Chapter 3: Bisonc++ concepts

This chapter introduces many of the basic concepts without which the details of bisonc++ do not make sense. If you do not already know how to use bisonc++, bison++ or bison, it is advised to start by reading this chapter carefully.

3.1: Languages and Context-Free Grammars

In order for bisonc++ to parse a language, it must be described by a context-free grammar. This means that you specify one or more syntactic groupings and give rules for constructing them from their parts. For example, in the C language, one kind of grouping is called an `expression'. One rule for making an expression might be, "An expression can be made of a minus sign and another expression". Another would be, "An expression can be an integer". As you can see, rules are often recursive, but there must be at least one rule which leads out of the recursion.

The most common formal system for presenting such rules for humans to read is Backus-Naur Form or `BNF', which was developed in order to specify the language Algol 60. Any grammar expressed in BNF is a context-free grammar. The input to bisonc++ is essentially machine-readable BNF.

Not all context-free languages can be handled by bisonc++, only those that are LALR(1). In brief, this means that it must be possible to tell how to parse any portion of an input string with just a single token of look-ahead. Strictly speaking, that is a description of an LR(1) grammar, and LALR(1) involves additional restrictions that are hard to explain simply; but it is rare in actual practice to find an LR(1) grammar that fails to be LALR(1).

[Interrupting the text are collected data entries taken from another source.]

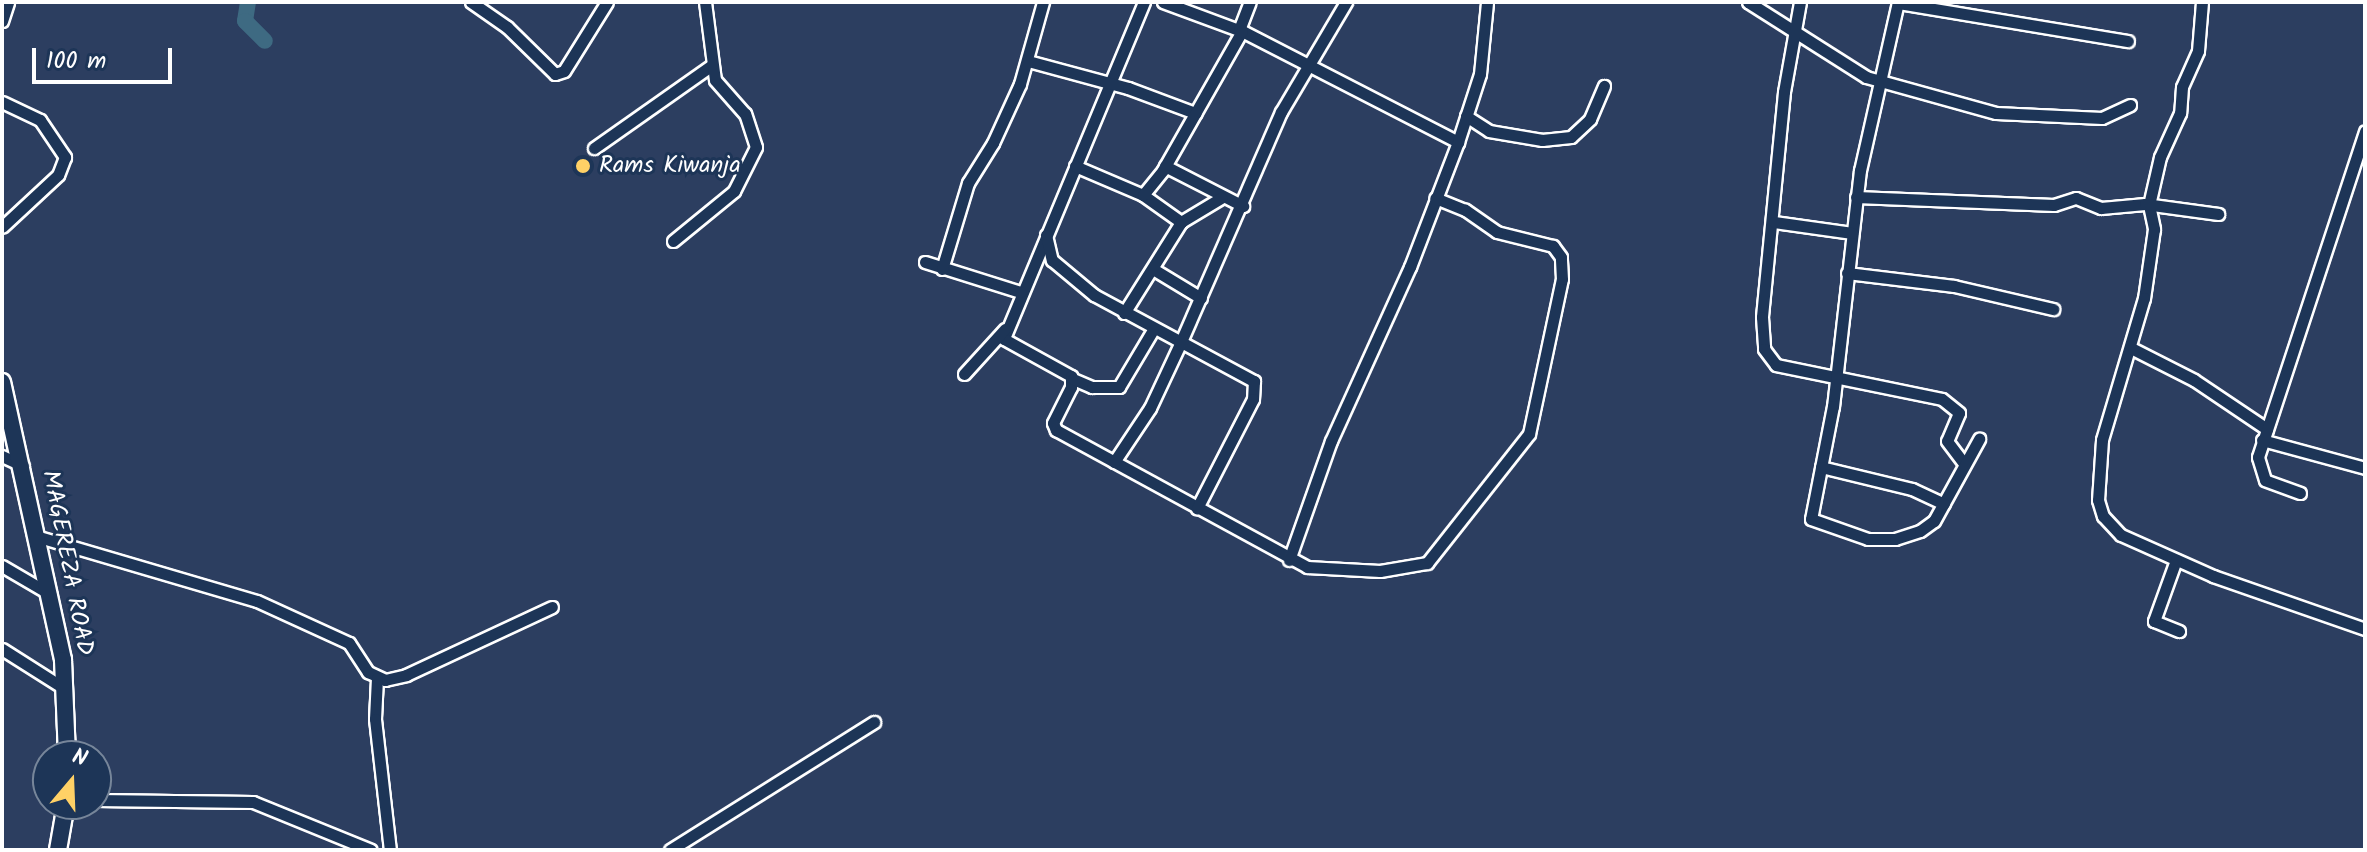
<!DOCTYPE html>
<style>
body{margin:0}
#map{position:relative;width:2367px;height:852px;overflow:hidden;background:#2c3e60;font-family:Kalam,sans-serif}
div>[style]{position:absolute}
.river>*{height:16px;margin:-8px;padding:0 8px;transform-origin:8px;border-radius:8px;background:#3e6a82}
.roads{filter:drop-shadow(2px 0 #fff) drop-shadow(-2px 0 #fff) drop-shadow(0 2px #fff) drop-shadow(0 -2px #fff)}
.street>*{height:11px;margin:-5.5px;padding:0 5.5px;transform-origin:5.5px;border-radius:5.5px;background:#1d3557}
.secondary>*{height:16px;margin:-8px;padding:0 8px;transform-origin:8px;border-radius:8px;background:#1d3557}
.dots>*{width:22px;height:22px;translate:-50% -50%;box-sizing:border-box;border:4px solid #1d3557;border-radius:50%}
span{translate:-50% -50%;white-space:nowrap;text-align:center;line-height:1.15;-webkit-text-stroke:6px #1d3557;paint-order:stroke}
.poi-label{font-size:24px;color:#fff}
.left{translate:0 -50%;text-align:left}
.street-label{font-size:24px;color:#fff}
.frame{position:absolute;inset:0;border:4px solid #fff;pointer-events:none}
.north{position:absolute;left:32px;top:740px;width:80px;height:80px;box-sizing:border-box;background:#1d3557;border:2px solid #77869a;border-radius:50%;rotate:19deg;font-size:22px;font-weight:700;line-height:32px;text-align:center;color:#fff}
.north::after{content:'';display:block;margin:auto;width:28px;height:36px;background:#ffd166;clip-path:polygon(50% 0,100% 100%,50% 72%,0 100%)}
.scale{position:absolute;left:32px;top:48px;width:140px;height:36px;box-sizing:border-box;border:4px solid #fff;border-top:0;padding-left:10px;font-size:24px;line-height:28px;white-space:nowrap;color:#fff;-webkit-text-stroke:6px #1d3557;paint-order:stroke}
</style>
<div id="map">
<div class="river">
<i style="left:248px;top:2px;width:19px;rotate:99deg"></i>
<i style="left:245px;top:21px;width:28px;rotate:45deg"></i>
</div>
<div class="roads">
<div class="street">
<i style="left:471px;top:2px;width:44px;rotate:34.8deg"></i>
<i style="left:507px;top:27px;width:67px;rotate:44.4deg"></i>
<i style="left:555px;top:74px;width:9px;rotate:-18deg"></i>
<i style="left:564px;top:71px;width:81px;rotate:-58.1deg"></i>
<i style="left:1144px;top:2px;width:365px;rotate:112.6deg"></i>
<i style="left:1004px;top:339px;width:77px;rotate:28.9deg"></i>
<i style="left:1071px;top:376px;width:11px;rotate:90deg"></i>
<i style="left:1071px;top:387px;width:40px;rotate:116.6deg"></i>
<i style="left:1053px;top:423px;width:8px;rotate:67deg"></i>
<i style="left:1056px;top:430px;width:286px;rotate:28.6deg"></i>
<i style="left:1307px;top:567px;width:73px;rotate:3.1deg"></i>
<i style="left:1380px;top:571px;width:48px;rotate:-9.7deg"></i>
<i style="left:1427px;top:563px;width:164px;rotate:-51.7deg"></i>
<i style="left:1529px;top:434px;width:158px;rotate:-78deg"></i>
<i style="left:1562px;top:279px;width:22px;rotate:-93deg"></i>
<i style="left:1561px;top:257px;width:14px;rotate:-126deg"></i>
<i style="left:1553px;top:246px;width:58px;rotate:-166deg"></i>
<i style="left:1497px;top:232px;width:39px;rotate:-145deg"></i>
<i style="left:1465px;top:210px;width:32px;rotate:-158deg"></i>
<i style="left:1163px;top:2px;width:86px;rotate:20.3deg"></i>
<i style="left:1244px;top:32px;width:241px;rotate:27.2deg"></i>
<i style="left:1748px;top:2px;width:140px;rotate:32.4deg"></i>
<i style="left:1866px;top:77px;width:135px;rotate:15.5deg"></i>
<i style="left:1996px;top:113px;width:106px;rotate:2.7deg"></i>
<i style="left:2102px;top:118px;width:31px;rotate:-25deg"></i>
<i style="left:1800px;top:2px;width:91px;rotate:100.1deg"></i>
<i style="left:1784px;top:92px;width:226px;rotate:95.6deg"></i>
<i style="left:1762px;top:317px;width:32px;rotate:86deg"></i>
<i style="left:1764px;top:349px;width:20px;rotate:53deg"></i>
<i style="left:1776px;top:365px;width:169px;rotate:11.6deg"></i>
<i style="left:1942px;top:399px;width:22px;rotate:39deg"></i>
<i style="left:1959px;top:413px;width:30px;rotate:113deg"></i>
<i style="left:1947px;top:441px;width:26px;rotate:53deg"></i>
<i style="left:1898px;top:2px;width:172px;rotate:102.7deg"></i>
<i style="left:1860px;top:170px;width:238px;rotate:96.5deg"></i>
<i style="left:1833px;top:406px;width:115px;rotate:101deg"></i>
<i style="left:1811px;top:519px;width:60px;rotate:19.3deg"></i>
<i style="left:1868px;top:539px;width:27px"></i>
<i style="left:1895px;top:539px;width:26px;rotate:-18deg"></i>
<i style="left:1920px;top:531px;width:17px;rotate:-36deg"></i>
<i style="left:1934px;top:521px;width:94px;rotate:-61.2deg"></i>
<i style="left:2202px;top:2px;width:49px;rotate:94.7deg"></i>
<i style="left:2198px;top:51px;width:39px;rotate:114deg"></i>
<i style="left:2182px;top:87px;width:26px;rotate:94deg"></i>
<i style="left:2180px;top:113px;width:48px;rotate:114.4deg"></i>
<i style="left:2160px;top:157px;width:49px;rotate:102.9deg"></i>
<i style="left:2149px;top:205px;width:25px;rotate:78deg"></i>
<i style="left:2154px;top:229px;width:70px;rotate:98.2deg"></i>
<i style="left:2144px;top:298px;width:148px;rotate:106.5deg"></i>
<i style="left:2102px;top:440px;width:60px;rotate:93.8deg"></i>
<i style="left:2098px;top:500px;width:17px;rotate:73deg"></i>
<i style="left:2103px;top:516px;width:26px;rotate:47deg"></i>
<i style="left:2121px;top:535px;width:101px;rotate:24deg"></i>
<i style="left:2213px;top:576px;width:161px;rotate:19.2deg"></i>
<i style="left:1898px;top:3px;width:233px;rotate:9.4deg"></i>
<i style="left:2px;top:21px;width:20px;rotate:-72deg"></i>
<i style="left:1239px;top:30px;width:30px;rotate:-69deg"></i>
<i style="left:1028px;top:61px;width:104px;rotate:15.1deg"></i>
<i style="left:1128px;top:88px;width:72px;rotate:20.5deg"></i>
<i style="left:2px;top:102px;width:42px;rotate:25.3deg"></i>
<i style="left:40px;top:120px;width:45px;rotate:56deg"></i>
<i style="left:65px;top:157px;width:19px;rotate:111deg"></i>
<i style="left:58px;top:175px;width:76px;rotate:137.1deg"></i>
<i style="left:1466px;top:116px;width:27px;rotate:33deg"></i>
<i style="left:1489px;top:131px;width:54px;rotate:9.6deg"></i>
<i style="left:1542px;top:140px;width:29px;rotate:-6deg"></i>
<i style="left:1571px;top:137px;width:26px;rotate:-43deg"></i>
<i style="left:1590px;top:119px;width:36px;rotate:-67deg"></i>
<i style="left:594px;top:148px;width:144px;rotate:-35.1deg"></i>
<i style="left:1075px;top:166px;width:74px;rotate:23.1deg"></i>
<i style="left:1143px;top:195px;width:47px;rotate:35.4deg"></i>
<i style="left:1165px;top:166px;width:88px;rotate:27.1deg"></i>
<i style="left:1143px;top:195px;width:32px;rotate:-51deg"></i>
<i style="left:1163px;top:170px;width:160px;rotate:-60.4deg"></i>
<i style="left:1856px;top:197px;width:198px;rotate:2.3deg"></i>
<i style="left:2054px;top:205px;width:23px;rotate:-18deg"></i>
<i style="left:2076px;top:198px;width:27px;rotate:22deg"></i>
<i style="left:2101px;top:208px;width:44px;rotate:-5.2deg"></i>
<i style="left:2145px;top:204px;width:74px;rotate:7.8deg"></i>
<i style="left:1774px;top:222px;width:79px;rotate:8deg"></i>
<i style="left:1046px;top:235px;width:26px;rotate:77deg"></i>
<i style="left:1052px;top:260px;width:55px;rotate:39.8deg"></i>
<i style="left:1094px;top:295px;width:182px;rotate:28.3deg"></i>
<i style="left:1254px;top:381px;width:18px;rotate:93deg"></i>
<i style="left:1253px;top:399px;width:123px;rotate:117.2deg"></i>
<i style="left:673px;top:241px;width:79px;rotate:-39.3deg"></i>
<i style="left:734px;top:191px;width:49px;rotate:-63.4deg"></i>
<i style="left:756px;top:147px;width:35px;rotate:-108deg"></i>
<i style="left:745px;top:114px;width:45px;rotate:-131.4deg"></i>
<i style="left:715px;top:80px;width:79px;rotate:-97.3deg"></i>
<i style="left:925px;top:262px;width:100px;rotate:17.5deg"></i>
<i style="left:942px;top:269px;width:90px;rotate:-73.2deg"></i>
<i style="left:968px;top:183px;width:47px;rotate:-58deg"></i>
<i style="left:993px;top:143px;width:65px;rotate:-65.4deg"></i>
<i style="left:1020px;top:84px;width:85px;rotate:-74.3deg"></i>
<i style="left:1153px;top:269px;width:56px;rotate:31.1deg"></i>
<i style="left:1847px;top:273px;width:108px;rotate:6.9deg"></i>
<i style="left:1954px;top:286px;width:102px;rotate:13.1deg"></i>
<i style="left:1124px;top:313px;width:107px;rotate:-57.9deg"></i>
<i style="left:1181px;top:222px;width:47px;rotate:-31deg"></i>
<i style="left:2133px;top:349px;width:68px;rotate:26.9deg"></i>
<i style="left:2194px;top:380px;width:88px;rotate:33.9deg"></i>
<i style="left:964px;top:374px;width:61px;rotate:-47.7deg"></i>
<i style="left:1073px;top:379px;width:21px;rotate:23deg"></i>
<i style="left:1092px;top:387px;width:27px"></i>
<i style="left:1119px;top:387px;width:66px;rotate:-59.2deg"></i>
<i style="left:2262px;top:440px;width:107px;rotate:15.2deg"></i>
<i style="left:2px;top:456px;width:23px;rotate:25deg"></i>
<i style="left:1114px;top:462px;width:65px;rotate:-56.3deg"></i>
<i style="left:1150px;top:408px;width:71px;rotate:-64.9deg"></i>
<i style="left:1180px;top:344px;width:253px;rotate:-66.5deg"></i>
<i style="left:1281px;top:112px;width:128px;rotate:-59.4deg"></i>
<i style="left:1821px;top:467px;width:94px;rotate:13.6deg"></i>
<i style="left:1912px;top:489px;width:35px;rotate:25deg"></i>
<i style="left:2300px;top:493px;width:37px;rotate:-160deg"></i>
<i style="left:2265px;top:480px;width:24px;rotate:-107deg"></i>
<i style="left:2258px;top:457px;width:343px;rotate:-71.8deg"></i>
<i style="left:39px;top:537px;width:227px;rotate:16.4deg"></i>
<i style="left:257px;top:601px;width:101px;rotate:24.5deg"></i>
<i style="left:349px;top:643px;width:35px;rotate:57deg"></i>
<i style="left:368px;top:672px;width:19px;rotate:25deg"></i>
<i style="left:385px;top:680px;width:22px;rotate:-13deg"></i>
<i style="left:406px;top:675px;width:161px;rotate:-25deg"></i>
<i style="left:1289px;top:560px;width:126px;rotate:-70.6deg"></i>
<i style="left:1331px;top:441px;width:191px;rotate:-65.6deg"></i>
<i style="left:1410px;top:267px;width:134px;rotate:-69deg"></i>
<i style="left:1458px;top:142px;width:71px;rotate:-72.1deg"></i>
<i style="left:1480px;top:74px;width:72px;rotate:-84.4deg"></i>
<i style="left:2176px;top:560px;width:65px;rotate:109.8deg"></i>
<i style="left:2154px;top:621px;width:27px;rotate:22deg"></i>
<i style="left:2px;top:566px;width:56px;rotate:30.3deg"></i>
<i style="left:2px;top:649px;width:75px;rotate:32.4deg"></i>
<i style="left:377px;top:678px;width:41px;rotate:92.8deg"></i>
<i style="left:375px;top:719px;width:132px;rotate:83.5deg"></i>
<i style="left:96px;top:800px;width:157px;rotate:0.7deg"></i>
<i style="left:253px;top:802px;width:127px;rotate:22.1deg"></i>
<i style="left:670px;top:850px;width:241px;rotate:-32.1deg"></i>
</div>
<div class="secondary">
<i style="left:2px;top:382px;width:285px;rotate:77.6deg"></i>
<i style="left:63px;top:660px;width:96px;rotate:87.6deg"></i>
<i style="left:58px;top:850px;width:47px;rotate:-80.1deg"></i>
</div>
</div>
<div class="dots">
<i style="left:583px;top:166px;background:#ffd166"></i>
</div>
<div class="poi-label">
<span class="left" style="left:599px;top:166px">Rams Kiwanja</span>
</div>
<div class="street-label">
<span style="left:67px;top:563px;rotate:79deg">MAGEREZA ROAD</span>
</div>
<div class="frame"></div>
<div class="north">N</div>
<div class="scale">100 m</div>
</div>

See section 7.5 for more information on this.

In the formal grammatical rules for a language, each kind of syntactic unit or grouping is named by a symbol. Those which are built by grouping smaller constructs according to grammatical rules are called nonterminal symbols; those which can't be subdivided are called terminal symbols or token types. We call a piece of input corresponding to a single terminal symbol a token, and a piece corresponding to a single nonterminal symbol a grouping.

We can use the C++ language as an example of what symbols, terminal and nonterminal, mean. The tokens of C++ are identifiers, constants (numeric and string), and the various keywords, arithmetic operators and punctuation marks. So the terminal symbols of a grammar for C++ include `identifier', `number', `string', plus one symbol for each keyword, operator or punctuation mark: `if', `return', `const', `static', `int', `char', `plus-sign', `open-brace', `close-brace', `comma' and many more. (These tokens can be subdivided into characters, but that is a matter of lexicography, not grammar.)

Here is a simple C++ function subdivided into tokens:

 
    int square(int x)   // keyword `int', identifier, open-paren, 
                        // keyword `int', identifier, close-paren
    {                   // open-brace 
        return x * x;   // keyword `return', identifier,
                        // asterisk, identifier, semicolon
    }                   // close-brace
        

The syntactic groupings of C++ include the expression, the statement, the declaration, and the function definition. These are represented in the grammar of C++ by nonterminal symbols `expression', `statement', `declaration' and `function definition'. The full grammar uses dozens of additional language constructs, each with its own nonterminal symbol, in order to express the meanings of these four. The example above is a function definition; it contains one declaration, and one statement. In the statement, each `x' is an expression and so is `x * x'.

Each nonterminal symbol must have grammatical rules showing how it is made out of simpler constructs. For example, one kind of C++ statement is the return statement; this would be described with a grammar rule which reads informally as follows:

A `statement' can be made of a `return' keyword, an `expression' and a `semicolon'.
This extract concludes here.